→ **EXERCISE GOAL**
Below are some records. Repeat exactly the lines from the one containing "M842,612C871,646 900,665 941,684" through the final line.

[[ ENTRIES SHOWN open ]]

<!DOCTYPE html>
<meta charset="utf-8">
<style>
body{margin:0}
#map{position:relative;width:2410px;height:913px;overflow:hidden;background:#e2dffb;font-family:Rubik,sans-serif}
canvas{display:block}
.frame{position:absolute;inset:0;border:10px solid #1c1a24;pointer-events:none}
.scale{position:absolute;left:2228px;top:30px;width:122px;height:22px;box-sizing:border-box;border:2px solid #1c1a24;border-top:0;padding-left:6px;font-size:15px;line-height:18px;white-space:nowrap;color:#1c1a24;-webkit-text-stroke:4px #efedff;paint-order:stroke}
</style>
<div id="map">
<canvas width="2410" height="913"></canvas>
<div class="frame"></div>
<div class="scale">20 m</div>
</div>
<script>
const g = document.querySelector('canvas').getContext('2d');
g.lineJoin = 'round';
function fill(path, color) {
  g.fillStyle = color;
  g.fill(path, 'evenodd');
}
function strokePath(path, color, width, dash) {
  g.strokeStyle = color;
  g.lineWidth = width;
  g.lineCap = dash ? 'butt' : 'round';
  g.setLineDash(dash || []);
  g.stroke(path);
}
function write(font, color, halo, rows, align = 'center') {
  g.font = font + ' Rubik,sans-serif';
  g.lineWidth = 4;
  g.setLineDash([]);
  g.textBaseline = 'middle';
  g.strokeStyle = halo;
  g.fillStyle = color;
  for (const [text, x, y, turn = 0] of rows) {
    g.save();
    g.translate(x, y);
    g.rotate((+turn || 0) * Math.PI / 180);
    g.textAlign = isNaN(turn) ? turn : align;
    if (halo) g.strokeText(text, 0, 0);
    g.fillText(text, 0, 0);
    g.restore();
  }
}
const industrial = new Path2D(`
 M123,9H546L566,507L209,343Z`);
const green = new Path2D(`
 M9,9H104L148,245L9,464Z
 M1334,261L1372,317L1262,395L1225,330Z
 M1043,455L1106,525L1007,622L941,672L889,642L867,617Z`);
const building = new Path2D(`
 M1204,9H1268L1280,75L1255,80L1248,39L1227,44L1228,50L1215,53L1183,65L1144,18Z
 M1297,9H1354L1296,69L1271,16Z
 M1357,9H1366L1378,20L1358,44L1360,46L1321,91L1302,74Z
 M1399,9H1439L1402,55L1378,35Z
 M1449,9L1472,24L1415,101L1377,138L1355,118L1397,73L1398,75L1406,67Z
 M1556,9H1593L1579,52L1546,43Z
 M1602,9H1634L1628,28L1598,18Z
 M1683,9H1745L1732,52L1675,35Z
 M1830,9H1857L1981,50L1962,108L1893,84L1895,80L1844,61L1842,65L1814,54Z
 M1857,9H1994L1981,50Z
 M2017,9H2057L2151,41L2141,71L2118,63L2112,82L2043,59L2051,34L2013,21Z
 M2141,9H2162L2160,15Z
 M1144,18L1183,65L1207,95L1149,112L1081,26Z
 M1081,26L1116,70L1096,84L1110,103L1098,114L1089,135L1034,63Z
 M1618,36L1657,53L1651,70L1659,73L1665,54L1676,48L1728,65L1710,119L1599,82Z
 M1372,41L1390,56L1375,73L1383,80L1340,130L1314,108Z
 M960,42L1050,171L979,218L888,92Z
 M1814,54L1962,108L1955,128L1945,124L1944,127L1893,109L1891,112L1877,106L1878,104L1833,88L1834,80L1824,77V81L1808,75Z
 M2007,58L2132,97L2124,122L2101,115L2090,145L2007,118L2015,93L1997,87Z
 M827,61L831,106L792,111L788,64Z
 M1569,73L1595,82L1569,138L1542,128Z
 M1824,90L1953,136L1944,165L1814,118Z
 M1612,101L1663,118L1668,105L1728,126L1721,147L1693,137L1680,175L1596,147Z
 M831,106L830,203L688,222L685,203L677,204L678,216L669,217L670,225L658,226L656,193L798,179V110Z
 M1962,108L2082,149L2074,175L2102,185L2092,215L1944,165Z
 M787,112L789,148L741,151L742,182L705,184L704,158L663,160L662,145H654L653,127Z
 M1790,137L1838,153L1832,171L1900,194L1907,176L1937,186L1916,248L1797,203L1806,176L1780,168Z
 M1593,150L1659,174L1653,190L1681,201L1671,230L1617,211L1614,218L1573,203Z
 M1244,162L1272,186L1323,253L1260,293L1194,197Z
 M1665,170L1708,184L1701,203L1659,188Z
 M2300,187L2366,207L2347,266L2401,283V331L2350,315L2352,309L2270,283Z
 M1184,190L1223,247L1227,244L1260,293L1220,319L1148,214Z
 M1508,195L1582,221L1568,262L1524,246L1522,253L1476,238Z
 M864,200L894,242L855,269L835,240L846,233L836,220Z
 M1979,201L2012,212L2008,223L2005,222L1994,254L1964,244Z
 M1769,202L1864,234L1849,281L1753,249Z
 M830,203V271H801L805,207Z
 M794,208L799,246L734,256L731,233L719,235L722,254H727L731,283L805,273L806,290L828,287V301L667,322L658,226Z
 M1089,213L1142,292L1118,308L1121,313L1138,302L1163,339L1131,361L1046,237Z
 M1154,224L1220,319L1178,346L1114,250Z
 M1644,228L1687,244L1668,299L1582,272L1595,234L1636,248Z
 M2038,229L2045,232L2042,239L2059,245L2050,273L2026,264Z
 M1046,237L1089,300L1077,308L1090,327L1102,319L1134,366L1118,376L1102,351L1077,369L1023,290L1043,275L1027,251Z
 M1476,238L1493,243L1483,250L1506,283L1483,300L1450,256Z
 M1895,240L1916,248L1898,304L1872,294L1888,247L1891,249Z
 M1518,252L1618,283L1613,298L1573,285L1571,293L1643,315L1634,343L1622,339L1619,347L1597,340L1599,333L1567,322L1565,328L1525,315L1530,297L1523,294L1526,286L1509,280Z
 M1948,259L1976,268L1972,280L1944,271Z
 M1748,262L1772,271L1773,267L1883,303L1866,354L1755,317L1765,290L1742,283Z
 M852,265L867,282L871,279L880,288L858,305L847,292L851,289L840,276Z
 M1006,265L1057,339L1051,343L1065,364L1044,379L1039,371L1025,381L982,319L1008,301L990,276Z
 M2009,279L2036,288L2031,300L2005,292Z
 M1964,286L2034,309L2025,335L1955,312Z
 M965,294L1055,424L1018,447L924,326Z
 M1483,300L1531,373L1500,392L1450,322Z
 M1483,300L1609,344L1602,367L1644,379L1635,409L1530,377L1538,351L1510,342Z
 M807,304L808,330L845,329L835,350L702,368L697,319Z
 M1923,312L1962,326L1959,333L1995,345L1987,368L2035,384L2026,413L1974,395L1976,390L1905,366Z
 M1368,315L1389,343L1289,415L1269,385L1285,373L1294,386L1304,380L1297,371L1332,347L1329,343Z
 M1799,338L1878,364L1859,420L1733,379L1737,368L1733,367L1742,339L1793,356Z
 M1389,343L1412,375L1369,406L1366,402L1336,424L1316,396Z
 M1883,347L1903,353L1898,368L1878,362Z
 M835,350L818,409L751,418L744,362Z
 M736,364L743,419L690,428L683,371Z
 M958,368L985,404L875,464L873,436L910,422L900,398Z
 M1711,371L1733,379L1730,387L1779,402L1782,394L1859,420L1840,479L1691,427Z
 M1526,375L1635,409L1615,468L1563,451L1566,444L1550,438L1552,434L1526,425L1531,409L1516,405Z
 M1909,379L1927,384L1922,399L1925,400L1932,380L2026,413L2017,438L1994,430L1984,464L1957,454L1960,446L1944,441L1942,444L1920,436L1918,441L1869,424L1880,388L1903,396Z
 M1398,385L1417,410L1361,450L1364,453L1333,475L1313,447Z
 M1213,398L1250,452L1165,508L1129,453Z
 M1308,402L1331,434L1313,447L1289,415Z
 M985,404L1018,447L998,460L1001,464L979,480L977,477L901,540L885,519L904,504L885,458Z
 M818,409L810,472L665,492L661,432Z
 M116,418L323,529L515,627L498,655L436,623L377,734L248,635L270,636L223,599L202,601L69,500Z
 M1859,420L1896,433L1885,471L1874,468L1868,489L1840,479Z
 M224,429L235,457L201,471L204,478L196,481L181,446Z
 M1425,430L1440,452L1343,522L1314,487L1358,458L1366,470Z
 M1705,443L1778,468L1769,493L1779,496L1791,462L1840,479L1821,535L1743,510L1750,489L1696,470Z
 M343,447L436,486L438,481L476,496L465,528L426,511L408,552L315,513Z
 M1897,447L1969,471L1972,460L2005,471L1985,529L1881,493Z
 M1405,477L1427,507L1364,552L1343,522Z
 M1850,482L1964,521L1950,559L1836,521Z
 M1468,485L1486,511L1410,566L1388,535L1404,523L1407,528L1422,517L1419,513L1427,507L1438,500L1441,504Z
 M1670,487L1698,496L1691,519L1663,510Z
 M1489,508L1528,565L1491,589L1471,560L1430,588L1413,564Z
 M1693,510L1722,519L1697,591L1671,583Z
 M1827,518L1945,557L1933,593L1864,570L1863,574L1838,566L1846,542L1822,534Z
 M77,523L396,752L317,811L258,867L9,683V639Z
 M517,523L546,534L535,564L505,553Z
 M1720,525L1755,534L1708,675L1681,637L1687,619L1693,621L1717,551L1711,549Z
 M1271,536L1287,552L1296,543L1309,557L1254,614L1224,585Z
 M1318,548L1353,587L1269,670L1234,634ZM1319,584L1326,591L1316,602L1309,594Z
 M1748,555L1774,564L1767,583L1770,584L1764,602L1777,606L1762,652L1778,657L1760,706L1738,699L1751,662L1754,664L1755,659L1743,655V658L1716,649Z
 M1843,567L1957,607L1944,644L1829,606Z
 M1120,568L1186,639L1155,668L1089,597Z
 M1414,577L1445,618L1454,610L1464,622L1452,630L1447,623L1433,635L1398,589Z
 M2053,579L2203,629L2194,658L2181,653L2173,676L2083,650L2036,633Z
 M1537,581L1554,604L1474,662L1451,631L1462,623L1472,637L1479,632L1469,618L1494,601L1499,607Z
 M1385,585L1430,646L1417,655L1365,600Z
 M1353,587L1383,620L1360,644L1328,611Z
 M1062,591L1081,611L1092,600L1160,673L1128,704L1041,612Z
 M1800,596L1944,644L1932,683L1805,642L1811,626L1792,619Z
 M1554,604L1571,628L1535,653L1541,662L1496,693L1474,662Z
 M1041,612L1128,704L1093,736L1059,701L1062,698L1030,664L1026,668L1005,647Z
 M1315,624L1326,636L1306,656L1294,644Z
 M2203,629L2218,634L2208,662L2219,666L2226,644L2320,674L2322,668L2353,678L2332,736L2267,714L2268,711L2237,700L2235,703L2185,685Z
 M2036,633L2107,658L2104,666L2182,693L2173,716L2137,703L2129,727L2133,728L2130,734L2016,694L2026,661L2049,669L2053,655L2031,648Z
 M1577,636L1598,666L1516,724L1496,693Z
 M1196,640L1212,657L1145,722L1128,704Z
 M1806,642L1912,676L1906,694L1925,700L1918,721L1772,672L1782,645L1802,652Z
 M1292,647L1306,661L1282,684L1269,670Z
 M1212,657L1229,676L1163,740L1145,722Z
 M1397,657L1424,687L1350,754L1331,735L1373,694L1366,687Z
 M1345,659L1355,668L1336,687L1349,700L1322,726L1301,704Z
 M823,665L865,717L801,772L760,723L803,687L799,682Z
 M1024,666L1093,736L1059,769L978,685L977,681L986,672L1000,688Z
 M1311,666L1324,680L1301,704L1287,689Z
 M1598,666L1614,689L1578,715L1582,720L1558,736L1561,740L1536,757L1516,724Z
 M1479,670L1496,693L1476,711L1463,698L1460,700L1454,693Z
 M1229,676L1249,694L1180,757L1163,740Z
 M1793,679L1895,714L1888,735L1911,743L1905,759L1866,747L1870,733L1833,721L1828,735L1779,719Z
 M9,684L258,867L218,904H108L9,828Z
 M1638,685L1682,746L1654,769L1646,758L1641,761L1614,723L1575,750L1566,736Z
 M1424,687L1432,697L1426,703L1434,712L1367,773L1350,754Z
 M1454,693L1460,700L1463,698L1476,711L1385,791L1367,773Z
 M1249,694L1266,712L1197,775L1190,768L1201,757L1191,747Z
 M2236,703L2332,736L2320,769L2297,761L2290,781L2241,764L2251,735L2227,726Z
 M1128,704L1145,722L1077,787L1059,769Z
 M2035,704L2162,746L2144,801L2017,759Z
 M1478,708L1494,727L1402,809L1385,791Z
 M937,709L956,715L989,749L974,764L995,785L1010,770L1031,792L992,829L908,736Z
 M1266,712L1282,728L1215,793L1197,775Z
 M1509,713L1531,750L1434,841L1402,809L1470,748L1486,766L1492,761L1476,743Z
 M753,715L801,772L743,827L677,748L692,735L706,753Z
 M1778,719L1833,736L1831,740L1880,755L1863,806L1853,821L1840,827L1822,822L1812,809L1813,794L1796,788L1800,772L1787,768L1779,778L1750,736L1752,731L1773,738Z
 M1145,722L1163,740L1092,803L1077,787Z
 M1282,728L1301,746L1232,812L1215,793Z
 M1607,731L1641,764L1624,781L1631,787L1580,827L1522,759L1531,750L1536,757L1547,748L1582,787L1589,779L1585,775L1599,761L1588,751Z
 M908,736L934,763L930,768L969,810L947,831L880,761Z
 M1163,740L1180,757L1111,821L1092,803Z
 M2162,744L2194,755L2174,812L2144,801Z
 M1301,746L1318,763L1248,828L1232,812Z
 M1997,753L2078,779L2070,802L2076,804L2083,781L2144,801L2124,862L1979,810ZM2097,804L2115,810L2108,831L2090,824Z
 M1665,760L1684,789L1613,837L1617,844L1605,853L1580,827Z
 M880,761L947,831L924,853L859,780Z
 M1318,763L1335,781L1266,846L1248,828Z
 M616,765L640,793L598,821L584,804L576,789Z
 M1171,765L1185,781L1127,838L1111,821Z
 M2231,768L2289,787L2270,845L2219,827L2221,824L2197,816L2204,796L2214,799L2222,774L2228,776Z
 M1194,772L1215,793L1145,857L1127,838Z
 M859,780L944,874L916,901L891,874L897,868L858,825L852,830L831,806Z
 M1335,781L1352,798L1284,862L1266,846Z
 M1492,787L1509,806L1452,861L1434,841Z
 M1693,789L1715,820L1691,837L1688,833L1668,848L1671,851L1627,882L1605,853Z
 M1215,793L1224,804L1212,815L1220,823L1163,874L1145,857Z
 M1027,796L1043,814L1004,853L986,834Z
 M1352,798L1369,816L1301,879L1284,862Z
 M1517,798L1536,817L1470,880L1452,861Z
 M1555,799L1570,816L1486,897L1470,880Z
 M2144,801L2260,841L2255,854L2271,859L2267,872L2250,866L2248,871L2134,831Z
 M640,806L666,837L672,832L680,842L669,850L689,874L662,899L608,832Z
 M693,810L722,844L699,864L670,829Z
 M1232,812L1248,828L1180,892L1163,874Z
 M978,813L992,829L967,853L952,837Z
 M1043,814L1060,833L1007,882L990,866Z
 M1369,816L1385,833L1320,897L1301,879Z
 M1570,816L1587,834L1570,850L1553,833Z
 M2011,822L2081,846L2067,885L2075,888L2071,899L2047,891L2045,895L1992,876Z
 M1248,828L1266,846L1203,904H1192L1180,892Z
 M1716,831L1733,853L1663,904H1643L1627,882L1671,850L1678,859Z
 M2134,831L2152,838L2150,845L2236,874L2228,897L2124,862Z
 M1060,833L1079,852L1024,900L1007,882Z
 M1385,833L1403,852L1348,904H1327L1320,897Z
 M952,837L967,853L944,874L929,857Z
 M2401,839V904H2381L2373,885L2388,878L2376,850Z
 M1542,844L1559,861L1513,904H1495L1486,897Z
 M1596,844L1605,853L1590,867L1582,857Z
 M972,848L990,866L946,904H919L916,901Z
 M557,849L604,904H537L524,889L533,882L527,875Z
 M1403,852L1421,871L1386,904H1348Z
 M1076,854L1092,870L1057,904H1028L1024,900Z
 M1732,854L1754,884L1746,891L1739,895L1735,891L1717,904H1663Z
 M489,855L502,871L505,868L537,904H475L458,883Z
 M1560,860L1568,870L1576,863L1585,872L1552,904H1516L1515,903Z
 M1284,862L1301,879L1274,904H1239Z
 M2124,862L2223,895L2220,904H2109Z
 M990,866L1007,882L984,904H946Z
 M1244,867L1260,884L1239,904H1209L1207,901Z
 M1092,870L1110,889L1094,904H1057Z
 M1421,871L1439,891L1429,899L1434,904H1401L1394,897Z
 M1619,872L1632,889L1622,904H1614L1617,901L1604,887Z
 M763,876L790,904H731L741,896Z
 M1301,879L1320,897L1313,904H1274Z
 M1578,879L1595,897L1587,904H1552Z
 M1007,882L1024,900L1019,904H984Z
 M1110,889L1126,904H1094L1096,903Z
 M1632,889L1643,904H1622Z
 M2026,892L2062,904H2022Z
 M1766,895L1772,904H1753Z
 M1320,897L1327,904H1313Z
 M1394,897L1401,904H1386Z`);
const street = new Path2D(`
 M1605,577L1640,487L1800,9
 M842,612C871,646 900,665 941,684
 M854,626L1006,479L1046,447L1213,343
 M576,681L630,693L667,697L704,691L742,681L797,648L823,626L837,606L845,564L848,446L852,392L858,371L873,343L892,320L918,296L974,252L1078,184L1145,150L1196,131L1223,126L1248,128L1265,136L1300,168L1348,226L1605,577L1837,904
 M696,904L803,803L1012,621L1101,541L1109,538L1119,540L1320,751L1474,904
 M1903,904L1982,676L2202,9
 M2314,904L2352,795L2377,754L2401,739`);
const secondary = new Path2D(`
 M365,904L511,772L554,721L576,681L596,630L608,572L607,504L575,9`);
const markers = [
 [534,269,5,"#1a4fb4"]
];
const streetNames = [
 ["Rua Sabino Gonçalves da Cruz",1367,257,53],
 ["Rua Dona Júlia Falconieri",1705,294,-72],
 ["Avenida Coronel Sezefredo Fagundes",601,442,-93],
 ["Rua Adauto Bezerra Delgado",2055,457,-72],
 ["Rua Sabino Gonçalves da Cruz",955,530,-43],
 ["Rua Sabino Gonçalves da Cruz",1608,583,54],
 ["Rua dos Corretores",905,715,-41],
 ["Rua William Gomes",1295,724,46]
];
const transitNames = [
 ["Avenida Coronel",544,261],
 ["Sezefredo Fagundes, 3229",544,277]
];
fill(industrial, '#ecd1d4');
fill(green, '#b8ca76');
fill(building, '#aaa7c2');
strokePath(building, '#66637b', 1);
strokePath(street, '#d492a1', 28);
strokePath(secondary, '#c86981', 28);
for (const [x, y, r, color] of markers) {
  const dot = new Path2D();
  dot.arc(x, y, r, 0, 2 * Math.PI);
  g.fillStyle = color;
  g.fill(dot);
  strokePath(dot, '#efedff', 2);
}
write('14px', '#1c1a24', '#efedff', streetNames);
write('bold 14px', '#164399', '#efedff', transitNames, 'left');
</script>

[[ ENTRIES SHOWN closed ]]

→ **SOLUTION TO THIS TASK**
 M842,612C871,646 900,665 941,684
 M854,626L1006,479L1046,447L1213,343
 M576,681L630,693L667,697L704,691L742,681L797,648L823,626L837,606L845,564L848,446L852,392L858,371L873,343L892,320L918,296L974,252L1078,184L1145,150L1196,131L1223,126L1248,128L1265,136L1300,168L1348,226L1605,577L1837,904
 M696,904L803,803L1012,621L1101,541L1109,538L1119,540L1320,751L1474,904
 M1903,904L1982,676L2202,9
 M2314,904L2352,795L2377,754L2401,739`);
const secondary = new Path2D(`
 M365,904L511,772L554,721L576,681L596,630L608,572L607,504L575,9`);
const markers = [
 [534,269,5,"#1a4fb4"]
];
const streetNames = [
 ["Rua Sabino Gonçalves da Cruz",1367,257,53],
 ["Rua Dona Júlia Falconieri",1705,294,-72],
 ["Avenida Coronel Sezefredo Fagundes",601,442,-93],
 ["Rua Adauto Bezerra Delgado",2055,457,-72],
 ["Rua Sabino Gonçalves da Cruz",955,530,-43],
 ["Rua Sabino Gonçalves da Cruz",1608,583,54],
 ["Rua dos Corretores",905,715,-41],
 ["Rua William Gomes",1295,724,46]
];
const transitNames = [
 ["Avenida Coronel",544,261],
 ["Sezefredo Fagundes, 3229",544,277]
];
fill(industrial, '#ecd1d4');
fill(green, '#b8ca76');
fill(building, '#aaa7c2');
strokePath(building, '#66637b', 1);
strokePath(street, '#d492a1', 28);
strokePath(secondary, '#c86981', 28);
for (const [x, y, r, color] of markers) {
  const dot = new Path2D();
  dot.arc(x, y, r, 0, 2 * Math.PI);
  g.fillStyle = color;
  g.fill(dot);
  strokePath(dot, '#efedff', 2);
}
write('14px', '#1c1a24', '#efedff', streetNames);
write('bold 14px', '#164399', '#efedff', transitNames, 'left');
</script>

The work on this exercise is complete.